To do:
Which lines of the data include the string "then"? List them all.
____ Material provided
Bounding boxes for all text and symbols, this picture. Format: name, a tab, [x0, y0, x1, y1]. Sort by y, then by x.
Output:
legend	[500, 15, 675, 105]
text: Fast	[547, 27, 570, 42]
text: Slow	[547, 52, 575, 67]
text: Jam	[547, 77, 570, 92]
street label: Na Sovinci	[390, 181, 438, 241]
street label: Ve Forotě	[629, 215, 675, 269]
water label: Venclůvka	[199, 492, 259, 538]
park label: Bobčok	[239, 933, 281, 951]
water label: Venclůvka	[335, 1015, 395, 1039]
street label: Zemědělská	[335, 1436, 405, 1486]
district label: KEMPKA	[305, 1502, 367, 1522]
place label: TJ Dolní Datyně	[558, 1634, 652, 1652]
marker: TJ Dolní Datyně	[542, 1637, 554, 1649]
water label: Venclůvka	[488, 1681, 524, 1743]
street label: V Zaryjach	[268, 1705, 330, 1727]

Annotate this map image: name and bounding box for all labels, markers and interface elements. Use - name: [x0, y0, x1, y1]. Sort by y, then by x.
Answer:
________
____ Material provided
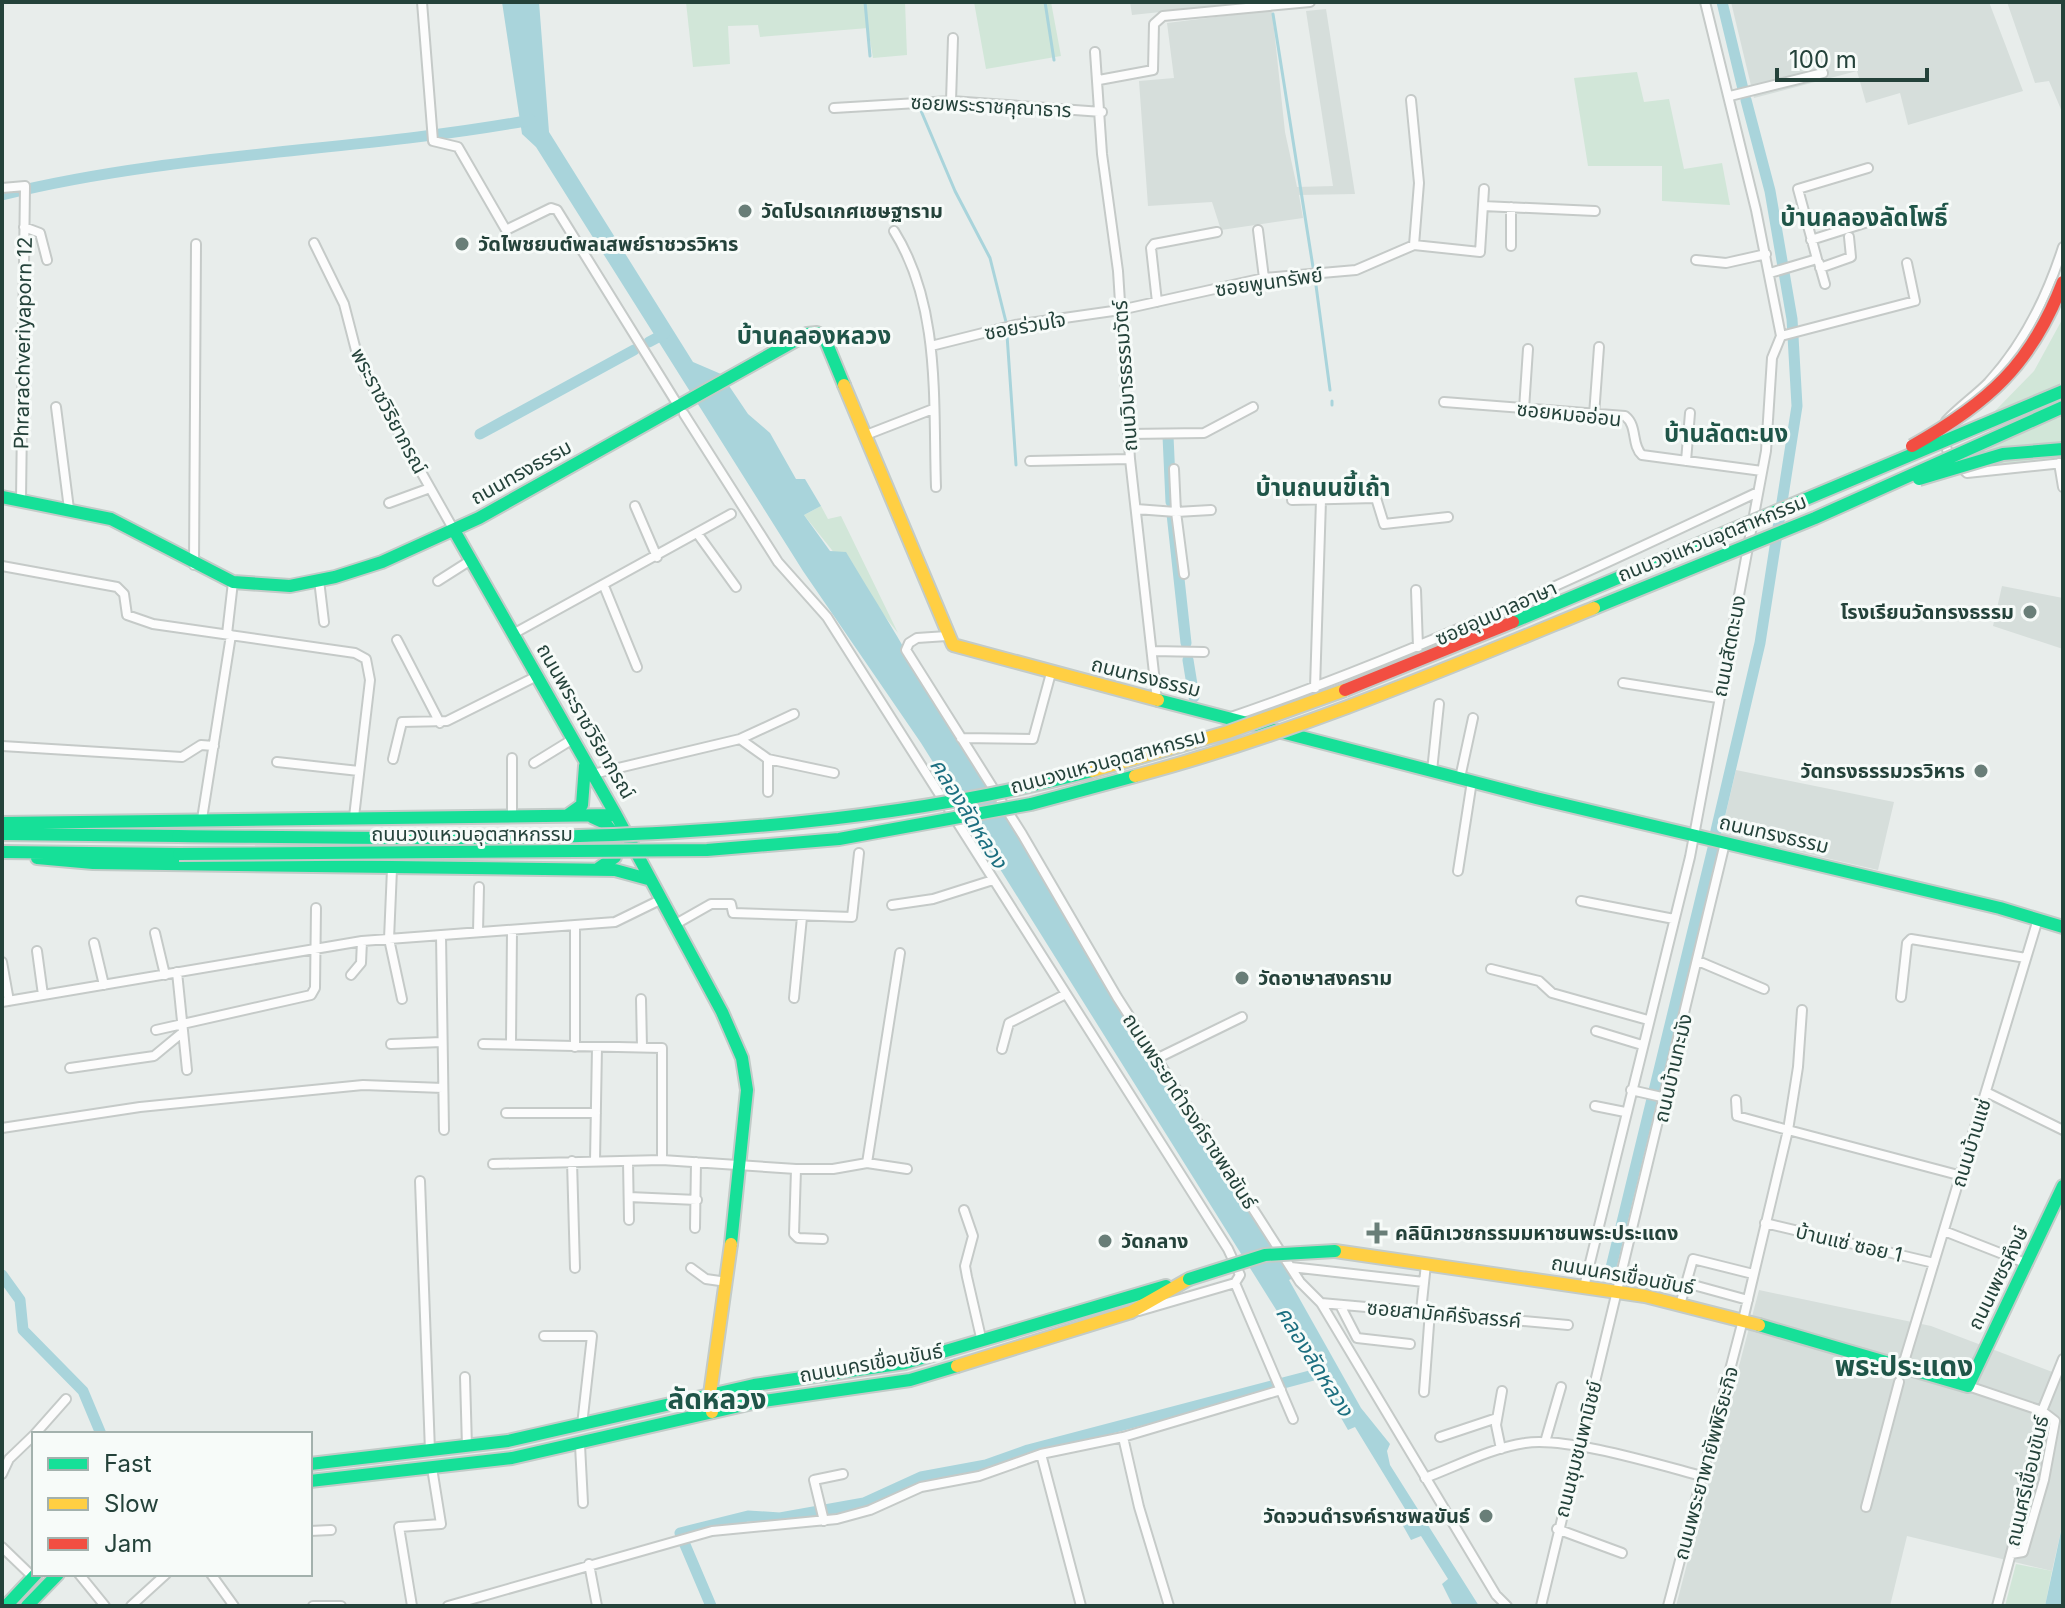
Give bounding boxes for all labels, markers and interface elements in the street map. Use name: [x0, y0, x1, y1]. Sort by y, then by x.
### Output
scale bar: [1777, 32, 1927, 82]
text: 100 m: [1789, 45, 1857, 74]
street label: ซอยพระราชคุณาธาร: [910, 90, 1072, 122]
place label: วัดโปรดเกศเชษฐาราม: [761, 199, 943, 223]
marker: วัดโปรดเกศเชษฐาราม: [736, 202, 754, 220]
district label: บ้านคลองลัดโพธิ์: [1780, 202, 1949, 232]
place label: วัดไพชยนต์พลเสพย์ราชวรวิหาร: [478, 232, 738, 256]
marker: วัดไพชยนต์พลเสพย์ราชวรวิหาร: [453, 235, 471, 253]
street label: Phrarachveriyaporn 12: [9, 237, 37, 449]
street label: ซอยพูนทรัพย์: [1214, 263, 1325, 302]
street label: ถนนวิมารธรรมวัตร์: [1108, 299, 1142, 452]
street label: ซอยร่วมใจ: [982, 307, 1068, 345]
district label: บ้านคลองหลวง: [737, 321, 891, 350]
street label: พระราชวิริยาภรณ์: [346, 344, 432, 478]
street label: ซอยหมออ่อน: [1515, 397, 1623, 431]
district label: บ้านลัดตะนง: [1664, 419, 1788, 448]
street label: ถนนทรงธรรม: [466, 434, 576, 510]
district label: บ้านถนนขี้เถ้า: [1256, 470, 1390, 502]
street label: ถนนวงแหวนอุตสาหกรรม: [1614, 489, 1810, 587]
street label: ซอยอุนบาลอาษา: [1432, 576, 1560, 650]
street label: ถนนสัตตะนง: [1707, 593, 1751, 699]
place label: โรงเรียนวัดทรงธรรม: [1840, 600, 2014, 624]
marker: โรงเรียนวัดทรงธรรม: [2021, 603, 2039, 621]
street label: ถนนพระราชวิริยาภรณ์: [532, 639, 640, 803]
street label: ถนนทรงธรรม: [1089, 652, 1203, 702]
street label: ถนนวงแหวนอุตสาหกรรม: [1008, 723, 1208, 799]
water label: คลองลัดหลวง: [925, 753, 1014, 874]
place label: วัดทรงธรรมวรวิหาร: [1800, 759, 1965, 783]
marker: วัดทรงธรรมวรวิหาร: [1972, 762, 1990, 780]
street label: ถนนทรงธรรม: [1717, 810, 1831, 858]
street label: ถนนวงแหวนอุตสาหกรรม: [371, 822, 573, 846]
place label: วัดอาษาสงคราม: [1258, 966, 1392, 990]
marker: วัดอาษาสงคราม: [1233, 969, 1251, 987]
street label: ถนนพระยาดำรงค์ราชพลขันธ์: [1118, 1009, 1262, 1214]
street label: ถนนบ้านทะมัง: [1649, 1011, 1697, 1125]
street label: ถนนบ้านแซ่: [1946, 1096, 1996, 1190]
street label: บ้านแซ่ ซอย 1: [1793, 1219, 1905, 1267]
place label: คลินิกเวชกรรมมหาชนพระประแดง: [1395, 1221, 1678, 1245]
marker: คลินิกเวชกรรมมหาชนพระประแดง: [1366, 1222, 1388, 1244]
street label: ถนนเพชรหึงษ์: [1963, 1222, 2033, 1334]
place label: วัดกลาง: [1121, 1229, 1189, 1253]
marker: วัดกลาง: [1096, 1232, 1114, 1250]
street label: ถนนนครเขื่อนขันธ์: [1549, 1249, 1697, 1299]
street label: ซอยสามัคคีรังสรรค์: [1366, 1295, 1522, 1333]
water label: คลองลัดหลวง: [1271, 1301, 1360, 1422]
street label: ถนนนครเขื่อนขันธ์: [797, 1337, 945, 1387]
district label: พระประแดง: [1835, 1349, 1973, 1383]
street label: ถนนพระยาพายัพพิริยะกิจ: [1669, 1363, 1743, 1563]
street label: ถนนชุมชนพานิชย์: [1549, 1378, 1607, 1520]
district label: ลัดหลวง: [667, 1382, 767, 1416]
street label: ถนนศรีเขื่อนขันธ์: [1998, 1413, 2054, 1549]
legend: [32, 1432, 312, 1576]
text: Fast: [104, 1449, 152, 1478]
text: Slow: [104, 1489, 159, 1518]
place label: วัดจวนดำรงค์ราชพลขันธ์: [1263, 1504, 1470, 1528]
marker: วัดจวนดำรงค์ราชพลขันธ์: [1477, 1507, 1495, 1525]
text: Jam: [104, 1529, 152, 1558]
________
____ Material provided
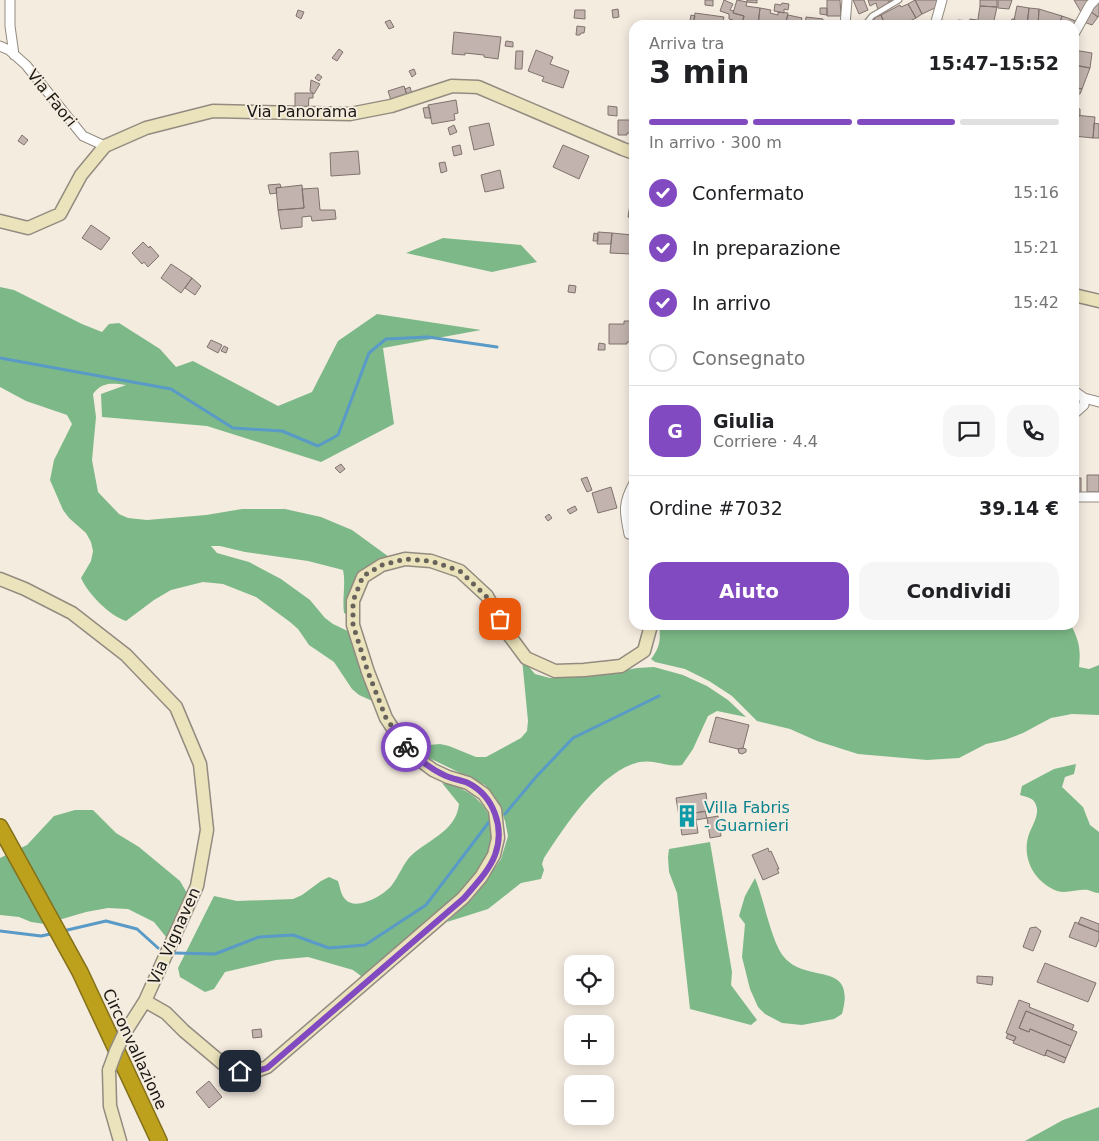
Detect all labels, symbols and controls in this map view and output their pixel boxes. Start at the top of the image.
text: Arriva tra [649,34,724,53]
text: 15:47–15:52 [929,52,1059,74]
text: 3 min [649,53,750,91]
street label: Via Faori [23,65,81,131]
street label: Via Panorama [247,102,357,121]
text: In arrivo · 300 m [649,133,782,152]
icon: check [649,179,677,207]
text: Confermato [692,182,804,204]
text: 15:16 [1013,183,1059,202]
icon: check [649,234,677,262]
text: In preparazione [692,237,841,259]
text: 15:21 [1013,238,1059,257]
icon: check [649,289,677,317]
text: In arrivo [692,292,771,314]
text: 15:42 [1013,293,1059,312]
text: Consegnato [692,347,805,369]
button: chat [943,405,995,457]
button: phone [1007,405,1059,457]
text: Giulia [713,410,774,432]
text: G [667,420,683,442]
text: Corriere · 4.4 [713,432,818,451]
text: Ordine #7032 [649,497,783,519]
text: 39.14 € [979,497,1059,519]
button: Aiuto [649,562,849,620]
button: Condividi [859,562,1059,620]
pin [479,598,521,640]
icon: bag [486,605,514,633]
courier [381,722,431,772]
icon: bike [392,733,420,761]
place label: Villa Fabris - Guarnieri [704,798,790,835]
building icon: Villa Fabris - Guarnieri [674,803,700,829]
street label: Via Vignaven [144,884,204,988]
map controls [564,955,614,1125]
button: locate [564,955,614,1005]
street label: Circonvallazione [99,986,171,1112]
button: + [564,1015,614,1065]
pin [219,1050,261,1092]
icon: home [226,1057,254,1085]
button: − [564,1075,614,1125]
________
Exercise answer:
Bounding boxes for all text and symbols, this picture. Format: name, a tab, [x0, y0, x1, y1]. Sort by y, then by x.
Annotate this map image: name and bounding box for all labels, markers and interface elements. Use - name: [x0, y0, x1, y1]. Sort by y, then by x.
Give bounding boxes for all labels, markers and interface elements in the street map. Use name: [x0, y0, x1, y1]. Sort by y, then by x.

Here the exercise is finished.